By default a number of configurations are provided in the DEFAULT and system overrides

param default description
metadata.broker.list localhost:9092 Initial list of brokers as a CSV list of broker host or host:port
queue.buffering.max.ms 1 Delay in milliseconds to wait for messages in the producer queue to accumulate before constructing message batches (MessageSets) to transmit to brokers.
fetch.wait.max.ms 10 Maximum time the broker may wait to fill the response with fetch.min.bytes
group.id 0 Client group ID string. All clients sharing the same group.id belong to the same group

This is the basic configuration which can be used as a starting point to connecting to Kafka.

Publishing data to Kafka

To publish, a producer must be initialized. The first step is to initialize the Kafka API available within the Kafka Platform Asset. To do this call the init instruction.
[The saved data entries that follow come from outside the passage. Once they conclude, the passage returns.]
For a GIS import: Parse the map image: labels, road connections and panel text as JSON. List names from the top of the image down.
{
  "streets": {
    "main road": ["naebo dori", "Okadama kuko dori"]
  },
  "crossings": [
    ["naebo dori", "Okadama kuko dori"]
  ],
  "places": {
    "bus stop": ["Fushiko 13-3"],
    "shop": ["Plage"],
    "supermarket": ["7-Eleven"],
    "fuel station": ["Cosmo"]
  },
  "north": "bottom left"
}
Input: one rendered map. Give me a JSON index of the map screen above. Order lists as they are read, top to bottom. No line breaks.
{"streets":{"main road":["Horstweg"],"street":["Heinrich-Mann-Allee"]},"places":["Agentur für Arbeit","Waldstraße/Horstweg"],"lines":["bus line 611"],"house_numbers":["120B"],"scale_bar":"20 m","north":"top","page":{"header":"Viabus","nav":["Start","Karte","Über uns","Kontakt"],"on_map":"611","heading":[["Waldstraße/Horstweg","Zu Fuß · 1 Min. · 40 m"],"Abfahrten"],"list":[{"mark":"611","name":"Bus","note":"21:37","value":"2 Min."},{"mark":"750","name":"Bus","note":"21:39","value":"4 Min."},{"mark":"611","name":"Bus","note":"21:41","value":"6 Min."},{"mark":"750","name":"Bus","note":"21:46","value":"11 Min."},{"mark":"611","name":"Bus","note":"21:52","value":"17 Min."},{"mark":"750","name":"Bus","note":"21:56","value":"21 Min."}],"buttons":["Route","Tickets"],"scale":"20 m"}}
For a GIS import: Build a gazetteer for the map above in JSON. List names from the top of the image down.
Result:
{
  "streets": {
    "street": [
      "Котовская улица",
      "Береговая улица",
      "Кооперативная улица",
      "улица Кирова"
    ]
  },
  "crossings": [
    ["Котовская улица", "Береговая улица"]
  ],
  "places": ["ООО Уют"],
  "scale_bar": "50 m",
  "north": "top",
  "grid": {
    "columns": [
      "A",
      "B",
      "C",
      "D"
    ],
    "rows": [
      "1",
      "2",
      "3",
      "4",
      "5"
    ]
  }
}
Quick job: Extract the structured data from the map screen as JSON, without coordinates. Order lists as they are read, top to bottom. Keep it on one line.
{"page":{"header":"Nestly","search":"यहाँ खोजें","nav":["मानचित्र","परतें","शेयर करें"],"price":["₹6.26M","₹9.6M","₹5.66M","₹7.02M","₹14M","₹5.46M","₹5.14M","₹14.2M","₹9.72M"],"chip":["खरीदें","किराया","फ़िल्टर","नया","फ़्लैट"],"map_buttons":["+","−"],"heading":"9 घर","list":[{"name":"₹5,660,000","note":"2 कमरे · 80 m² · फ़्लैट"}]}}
// Load Kafka Integration library instruction
.al.loadinstruction[`kxkfkInit];

This will load the necessary functions and initialize the underlying Kafka system libraries necessary to communicate with Kafka.

The .kx.kfk.InitProducer Analytic within the KxKafka package allows for the easy initialization of a producer. It relies on the kxkfkCfg parameter for Kafka broker configuration details. The DEFAULT and system configuration will be used as default, but can be overridden providing the appropriate kafkaConfig value as an input to the Analytic.

parameter type example description
kafkaConfig symbol uatConfig | Override forkxkfkCfg` detailing Kafka Broker config
topic symbol `quotes Topic for producer
topicConfig Dict ()!() Topic config dict, see code.kx.com for available config

This analytic will return a unique ID for the producer

producer:.al.callfunction[`.kx.kfk.InitProducer][`;`quotes;()!()];
.log.out[`kafka;"Producer initialized with id";producer]; 

A single process can be a producer for multiple topics through calling the initialize Analytic .kx.kfk.InitProducer multiple times with the relavant topics.

Once initialized data can then be published to the Kafka broker. This is achieved via the function .kx.kfk.pub which again has been initialized via the previously loaded instruction kxkfkInit instruction.

parameter type example description
topic symbol `quotes Topic to publish data on
kval string string .z.t Key for published record
data Any Data to be published. Can be already serialized or serialized via the sFunc analytic below
partition symbol .kfk.PARTITION_UA Partition to publish to
sFunc symbol .kx.kfk.JSONSerialize Serializer function. If empty symbol, assuming data already prepared

A publish example:

.kx.kfk.pub[`Quotes;"dfxQuote"; pubData; .kfk.PARTITION_UA; `.kx.kfk.IPCSerialize];

Example Publisher

Bringing this all together once the kxkfkCfg parameter has been configured correctly, any Platform-based q Process Template can can be initialized as a Kafka producer and begin publishing data with just a few lines of code.

An example initialization Analytic which could be assigned to the appropriate initStateFunc parameter of a process instance would be:

kafkaProducerInit

{[]
  .al.loadinstruction[`kxkfkInit];
  .al.callfunction[`.kx.kfk.InitProducer][`;`Quotes;()!()];
  pubData:(`time`sym`price)!(enlist .z.p;enlist `$"USD/CAD";enlist 1.2345);
  .kx.kfk.pub[`Quotes;"dfxQuote";(`a`b`c)!(enlist 1;enlist 2;enlist 3);.kfk.PARTITION_UA;{[x] -8!x}];
}

Consuming

In the same fashion as a producer, a consumer must be initialized. Again the first step is to initialize the the Kafka Platform Asset.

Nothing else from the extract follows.